A Tether , emissora da maior stablecoin do mundo (USDT), anunciou recentemente que uma das quatro maiores empresas de auditoria realizará sua primeira auditoria completa e independente dent demonstrações financeiras.
A Tether declarou que a auditoria abrangerá seu complexo portfólio de ativos digitais, reservas tradicionais e passivos tokenizados. A capitalização de mercado da empresa atualmente ultrapassa US$ 184 bilhões e ela possui uma base de usuários de mais de 550 milhões.
Simon McWilliams, diretor financeiro da Tether, que ingressou na empresa no início de 2025 especificamente para impulsionar o processo de auditoria, confirmou que a empresa Big Four responsável pela auditoria foi escolhida por meio de um processo competitivo, visto que a organização já opera de acordo com os padrões de auditoria das Big Four.
A Tether vem reorganizando a composição de suas reservas e transferindo títulos listados para empresas holding próprias para garantir a disponibilidade de capital para sustentar a estabilidade do USDT .
A Circle, por outro lado, firmou parceria com a Sasai Fintech , uma empresa da Cassava Technologies, para integrar o USDC à economia digital da África. O objetivo é fornecer um “dólar digital” para uma geração que prioriza o uso de dispositivos móveis, reduzindo o custo e a burocracia do comércio internacional.
Jeremy Allaire, CEO da Circle, afirmou que a África representa uma oportunidade significativa para a infraestrutura on-chain fornecer conectividade global "sempre ativa".
O Conselho de Estabilidade Financeira (FSB) publicou hoje seu Relatório Anual de 2025 , com foco especial na Intermediação Financeira Não Bancária (IFNB). A organização lançou uma Força-Tarefa de Dados Não Bancários para trac as vulnerabilidades do setor.
O FSB instou todos os países a utilizarem as regras globais de 2023 para criptomoedas, devido a preocupações de que inconsistências na regulamentação das stablecoins possam levar à instabilidade financeira global.
O relatório também afirmou que a próxima fase da revisão estratégica do FSB se concentrará em entender por que a implementação da reforma do G20 foi desacelerada e em maneiras de impulsioná-la de forma mais eficaz.
O Banco Central Europeu (BCE) revelou recentemente seus planos para as iniciativas Appia e Pontes.
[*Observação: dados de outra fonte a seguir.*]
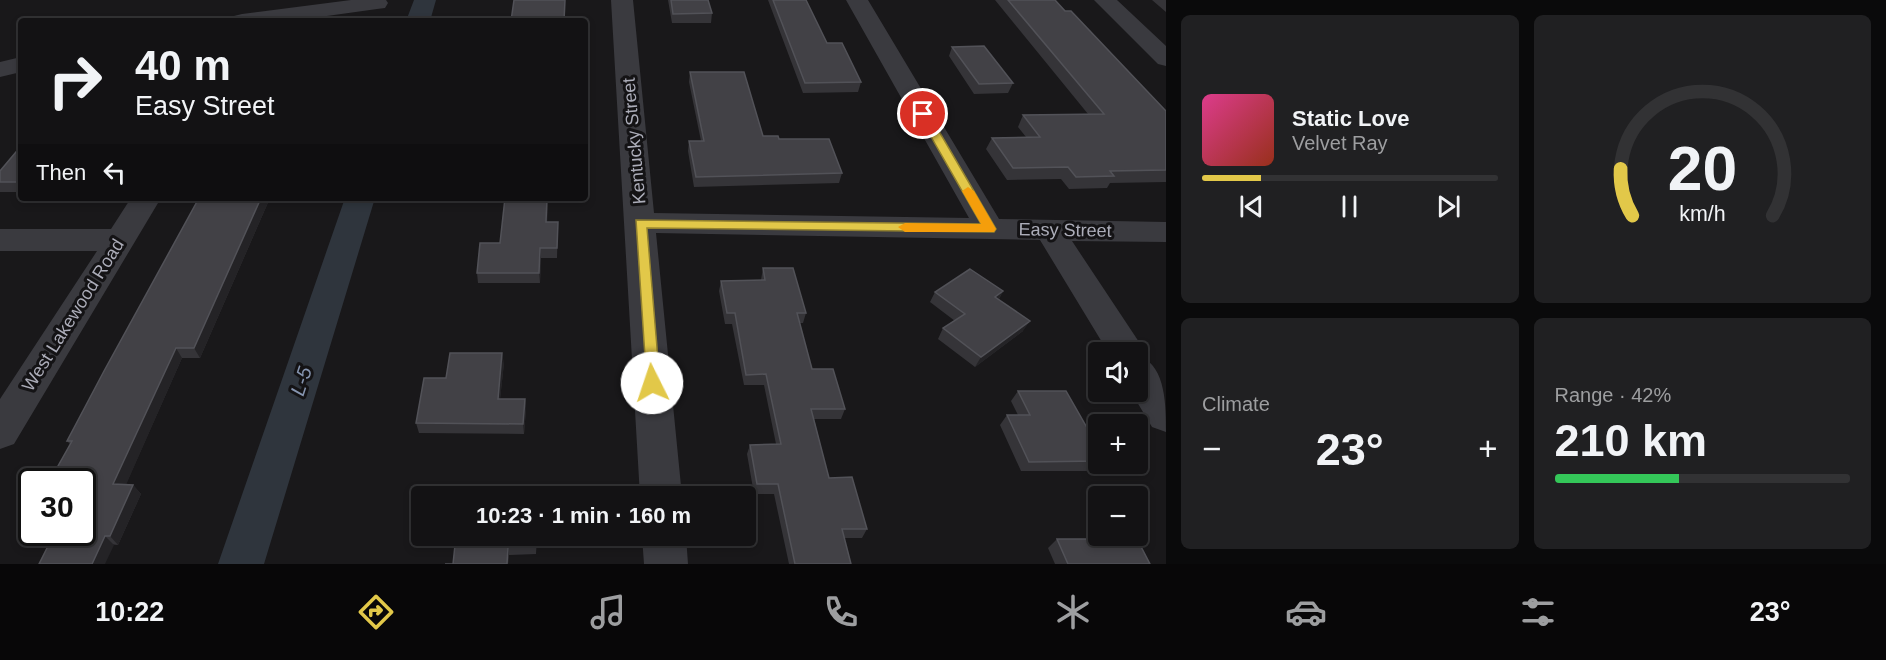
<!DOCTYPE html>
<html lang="en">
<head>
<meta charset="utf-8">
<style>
  body { margin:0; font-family:Helvetica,sans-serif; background:#202022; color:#f1f3f6; height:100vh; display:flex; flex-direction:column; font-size:22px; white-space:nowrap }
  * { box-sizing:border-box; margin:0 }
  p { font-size:20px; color:#9d9ea0 }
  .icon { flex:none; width:33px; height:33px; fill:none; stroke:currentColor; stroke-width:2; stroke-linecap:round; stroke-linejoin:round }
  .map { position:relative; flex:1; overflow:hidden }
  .side { display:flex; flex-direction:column; gap:15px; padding:15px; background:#0a0a0b; width:720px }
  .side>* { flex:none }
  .top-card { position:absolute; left:18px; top:18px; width:570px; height:183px; border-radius:6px; box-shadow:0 3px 9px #0003,0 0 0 2px #323234; background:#131214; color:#f1f3f6; overflow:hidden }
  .tools { position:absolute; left:1088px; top:342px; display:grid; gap:12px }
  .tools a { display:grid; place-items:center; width:60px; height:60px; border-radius:6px; background:#131214; box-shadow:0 3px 9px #0003,0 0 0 2px #323234; font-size:30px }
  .speed { position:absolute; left:18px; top:468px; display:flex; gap:12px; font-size:30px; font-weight:700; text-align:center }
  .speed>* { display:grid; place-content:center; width:78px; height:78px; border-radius:50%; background:#131214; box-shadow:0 3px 9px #0003,0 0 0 2px #323234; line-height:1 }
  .speed .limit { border:3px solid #111; border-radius:9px; background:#fff; color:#111 }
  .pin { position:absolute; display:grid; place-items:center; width:51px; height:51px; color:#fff; margin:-26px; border:3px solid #fff; border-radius:50%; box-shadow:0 2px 6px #0007 }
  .me { position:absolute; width:66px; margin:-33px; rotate:356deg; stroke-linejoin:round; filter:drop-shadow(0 0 4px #0008) }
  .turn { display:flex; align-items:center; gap:21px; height:126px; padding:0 18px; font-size:27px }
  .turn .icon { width:78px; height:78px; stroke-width:2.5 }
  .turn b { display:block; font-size:42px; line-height:51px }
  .then { display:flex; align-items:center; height:57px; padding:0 18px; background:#0003; gap:12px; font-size:22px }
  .big { font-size:45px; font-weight:700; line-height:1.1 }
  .side .card { flex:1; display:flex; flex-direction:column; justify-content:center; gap:9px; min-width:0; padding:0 21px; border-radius:9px; background:#202022 }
  .side .dial { align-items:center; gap:0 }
  .dial svg { height:156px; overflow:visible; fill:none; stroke:#323234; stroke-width:7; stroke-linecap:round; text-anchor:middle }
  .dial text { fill:#f1f3f6; stroke:none }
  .song { display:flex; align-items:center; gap:18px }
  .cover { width:72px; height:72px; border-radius:9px; background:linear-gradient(135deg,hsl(330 70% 55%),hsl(10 70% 35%)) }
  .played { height:6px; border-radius:3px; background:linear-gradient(90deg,#e2c849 20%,#323234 20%) }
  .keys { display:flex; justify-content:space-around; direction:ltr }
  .heat { display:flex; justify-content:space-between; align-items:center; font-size:33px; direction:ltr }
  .charge { height:9px; border-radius:4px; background:linear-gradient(90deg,#34c759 42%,#323234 0) }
  .side .tiles { flex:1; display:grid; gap:15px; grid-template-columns:repeat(2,1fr) }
  .trip { position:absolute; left:411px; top:486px; width:345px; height:60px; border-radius:6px; background:#131214; box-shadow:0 3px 9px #0003,0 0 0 2px #323234; font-weight:700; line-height:60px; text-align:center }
  .tab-bar { display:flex; height:96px; justify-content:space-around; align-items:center; background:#080708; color:#9d9ea0 }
  .tab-bar .icon { width:42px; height:42px }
  .tab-bar .active { color:#e2c849 }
  .tab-bar b { font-size:27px; color:#f1f3f6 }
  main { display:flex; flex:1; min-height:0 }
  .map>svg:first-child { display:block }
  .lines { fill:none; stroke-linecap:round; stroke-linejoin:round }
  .canal { fill:#2f353d; fill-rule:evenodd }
  .minor { fill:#3a3a3f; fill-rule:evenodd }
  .wall { fill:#353438 }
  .shaded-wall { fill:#242326 }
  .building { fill:#424146; stroke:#525258; stroke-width:1.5 }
  .route { fill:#e2c849; stroke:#93822f; stroke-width:1.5 }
  .slow { fill:#f59e0b }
  .labels { text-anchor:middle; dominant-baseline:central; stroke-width:6; stroke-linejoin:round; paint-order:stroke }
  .street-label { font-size:18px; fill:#acadb9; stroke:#141315 }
  .water-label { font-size:20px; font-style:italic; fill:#8695b0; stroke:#141315 }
</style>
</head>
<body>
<main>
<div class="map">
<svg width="1166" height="564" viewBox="0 0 1166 564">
  <rect width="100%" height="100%" fill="#19181a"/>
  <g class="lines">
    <!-- canal -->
    <path class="canal" d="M414,0H436L430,21H406Z
      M345,198H375L264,564H218Z"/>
    <!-- minor -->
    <path class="minor" d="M351,0H386L388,3L385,8L377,9L291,21H231L234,16L242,14Z
      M611,0H633L654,213L969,218L846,0H868L999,219L1166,222V242L1072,241L1139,342L1144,352L1141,357C1166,367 1166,407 1166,432L1152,427L1131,392H1137V352H1108L1040,240L656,233L682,496H640Z
      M1094,0H1117L1166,46V66L1158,64Z
      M21,57V72L0,77V62Z
      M131,198H161L14,444L0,449V399L97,251H0V229H111Z
      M642,536H686L688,564H644Z"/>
  </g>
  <!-- wall -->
  <path class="wall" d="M668,0H708L712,13L711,23H672Z
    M768,0H806L827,43L861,82L858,92L803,93Z
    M995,0H1055L1166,111V182L1110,183L1107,188L1069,189L1061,179L1007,180L986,149L992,138L1026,137L1018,127L1023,115L1088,114Z
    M1152,0H1166V12Z
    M952,47L1013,83L1008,93L974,94L949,56Z
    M690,72L763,136L779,139L842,173L839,183L694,187L688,151L689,141H701L689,82Z
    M21,146V192H0V171Z
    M199,198H270L200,358H182L126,484L133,485L141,494L118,545L52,538L34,537L23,528L32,514V532H82L70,444L67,441Z
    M505,198H548L547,222H558L557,258H541L540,283H478L477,273L500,243Z
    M763,268L806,313L803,323H800L812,369L845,409L841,419H814L829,478L867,529L862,538H844L851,564H789L774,494H754L747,454L750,445L776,444L764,385H744L732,324H725L719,291L721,281L761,280Z
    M1003,291L999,299L1023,331L975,367L938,339L943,328L955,321L930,302L935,292Z
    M504,363L500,399H525L526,409L524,434L419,433L416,423L446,378Z
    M1018,391L1098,447V464H1103L1097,471H1021L1000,425L1007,415H1018L1011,401Z
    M537,536L536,554L509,555L508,564H445H453Z
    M1057,539L1150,564H1055L1048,548Z"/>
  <!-- shaded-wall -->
  <path class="shaded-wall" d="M261,198H270L200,358L194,348Z
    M547,198H548L547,233L546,222Z
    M540,248L541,258L540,283L539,273Z
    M1003,291L997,302L995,297Z
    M1030,321L1023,331L975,367L981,357Z
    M176,348L182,358L122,494L113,484Z
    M502,353L504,363L499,409L498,399Z
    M525,399L526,409L524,434L523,424Z
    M133,485L141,494L118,545L110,536Z
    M105,536L114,545L105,564H92Z
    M508,547L509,555L508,564H507Z"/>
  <!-- building -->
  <path class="building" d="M514,0H565L564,21H511Z
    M671,0H708L712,13L673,14Z
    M773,0H806L827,43H842L861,82L805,83Z
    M1008,0H1055L1065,11H1071L1166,111V170L1110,171L1114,176L1076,177L1068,167L1013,168L992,138L1040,137L1023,115L1104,114Z
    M984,46L1013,83L979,84L952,47Z
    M690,72H744L763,136H778L779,139H829L842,173L696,177L689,141H704Z
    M21,146V182H0V171Z
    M199,198H261L194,348H176L113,484L133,485L110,536H105L92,564H39L55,532H82V482H49L72,441H67L104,371Z
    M505,198H547L546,222H558L557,248H540L539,273H477L480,243H500Z
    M763,268H793L806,313H797L812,369H833L845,409H811L829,478L852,477L867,529H842L851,564H795L778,484H757L750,445L781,444L766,374L746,375L735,313H727L721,281L765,280Z
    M970,269L1003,291L995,297L1030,321L981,357L943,328L965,314L935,292Z
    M450,353H502L498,399H525L523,424L416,423L424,378H446Z
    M1018,391H1066L1098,447V461L1029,462L1007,415H1030Z
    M537,494V496H460L461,495Z
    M32,514V528H23Z
    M456,536H536V546L508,547L507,564H445H453Z
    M1057,539H1137L1150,564H1068Z"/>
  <!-- route -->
  <path class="route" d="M923,111L929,114L996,229L994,232L647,228L660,383L652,389L647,387L636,220L981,224L918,114Z"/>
  <!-- slow -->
  <path class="slow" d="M968,187L974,191L996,229L994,232H905L898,227L905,223L981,224L962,191Z"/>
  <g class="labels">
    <!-- street labels -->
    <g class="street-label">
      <text transform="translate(634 141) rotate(-95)">Kentucky Street</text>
      <text transform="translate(1065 230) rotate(1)">Easy Street</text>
      <text transform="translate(73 315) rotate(-58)">West Lakewood Road</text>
    </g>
    <!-- water labels -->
    <g class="water-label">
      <text transform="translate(301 381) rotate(-72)">L-5</text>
    </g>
  </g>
</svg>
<div class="tools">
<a><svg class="icon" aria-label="sound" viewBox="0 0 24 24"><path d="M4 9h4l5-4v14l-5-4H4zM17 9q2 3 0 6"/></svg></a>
<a>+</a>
<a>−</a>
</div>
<div class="speed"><div class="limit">30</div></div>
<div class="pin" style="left:923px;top:114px;background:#d93025"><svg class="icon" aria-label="arrive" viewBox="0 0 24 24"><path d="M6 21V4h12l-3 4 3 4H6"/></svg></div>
<svg class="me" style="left:652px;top:383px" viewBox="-20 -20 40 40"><circle r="19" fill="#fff"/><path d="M0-13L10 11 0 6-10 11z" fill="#e2c849"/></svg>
<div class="trip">10:23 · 1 min · 160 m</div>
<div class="top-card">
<div class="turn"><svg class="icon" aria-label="right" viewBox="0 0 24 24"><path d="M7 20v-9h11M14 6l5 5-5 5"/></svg><div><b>40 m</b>Easy Street</div></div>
<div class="then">Then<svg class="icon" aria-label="left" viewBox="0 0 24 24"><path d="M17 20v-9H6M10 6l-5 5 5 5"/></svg></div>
</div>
</div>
<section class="side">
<div class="tiles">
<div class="card">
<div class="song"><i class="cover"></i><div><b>Static Love</b><p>Velvet Ray</p></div></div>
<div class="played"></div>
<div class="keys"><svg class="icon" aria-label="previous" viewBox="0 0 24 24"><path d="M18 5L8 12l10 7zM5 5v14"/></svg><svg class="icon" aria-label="pause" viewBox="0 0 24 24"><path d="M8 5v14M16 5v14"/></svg><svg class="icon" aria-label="next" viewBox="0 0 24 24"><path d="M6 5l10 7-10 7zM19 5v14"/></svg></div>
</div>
<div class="card dial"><svg viewBox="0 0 100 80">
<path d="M14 69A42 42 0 1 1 86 69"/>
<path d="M14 69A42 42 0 0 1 8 45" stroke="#e2c849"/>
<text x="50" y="56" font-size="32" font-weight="700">20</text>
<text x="50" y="72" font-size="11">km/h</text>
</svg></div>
<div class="card"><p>Climate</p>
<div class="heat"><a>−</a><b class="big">23°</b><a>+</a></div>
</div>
<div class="card"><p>Range · 42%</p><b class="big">210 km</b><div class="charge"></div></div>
</div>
</section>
</main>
<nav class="tab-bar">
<b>10:22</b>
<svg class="icon active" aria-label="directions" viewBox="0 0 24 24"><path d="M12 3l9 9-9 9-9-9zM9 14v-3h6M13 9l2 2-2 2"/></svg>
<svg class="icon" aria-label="music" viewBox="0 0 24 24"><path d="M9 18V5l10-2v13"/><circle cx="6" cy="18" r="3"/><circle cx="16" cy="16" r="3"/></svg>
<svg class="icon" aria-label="phone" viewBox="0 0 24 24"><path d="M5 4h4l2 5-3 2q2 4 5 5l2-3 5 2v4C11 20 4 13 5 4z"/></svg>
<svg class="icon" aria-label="climate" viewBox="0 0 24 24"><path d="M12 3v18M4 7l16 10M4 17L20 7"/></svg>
<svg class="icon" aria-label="car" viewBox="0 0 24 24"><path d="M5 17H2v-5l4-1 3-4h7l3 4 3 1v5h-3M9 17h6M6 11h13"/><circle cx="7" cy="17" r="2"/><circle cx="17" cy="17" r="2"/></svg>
<svg class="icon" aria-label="filters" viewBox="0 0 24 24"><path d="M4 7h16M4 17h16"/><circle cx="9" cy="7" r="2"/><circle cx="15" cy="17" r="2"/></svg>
<b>23°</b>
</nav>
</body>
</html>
O BCE argumenta que as stablecoins privadas, mesmo aquelas lastreadas em moedas tradicionais, são pouco confiáveis porque, em momentos de turbulência no mercado, raramente são negociadas a uma taxa de câmbio fixa de 1:1.
Pontes é uma plataforma com lançamento previsto para o terceiro trimestre de 2026. Ela conectará as plataformas de DLT (Distributed Ledger Technology) existentes no mercado com os Serviços TARGET do Eurosistema, permitindo que os compradores de ativos tokenizados liquidem suas transações usando moeda do banco central em vez de stablecoins privadas.
A Appia deverá estar totalmente implementada até 2028. Ela consiste em seis componentes fundamentais, incluindo normas técnicas e marcos legais.
O objetivo do BCE é garantir que o dinheiro tokenizado do banco central, uma forma de CBDC para uso no atacado, facilite a conversão de ativos privados.
O BCE acredita que ativos privados, como depósitos tokenizados ou stablecoins, só podem ser escalados com segurança se estiverem "ancorados" a um ativo público do banco central. O BCE também alertou que uma "plataforma dominante única e uma stablecoin" poderiam ameaçar a soberania monetária da Europa.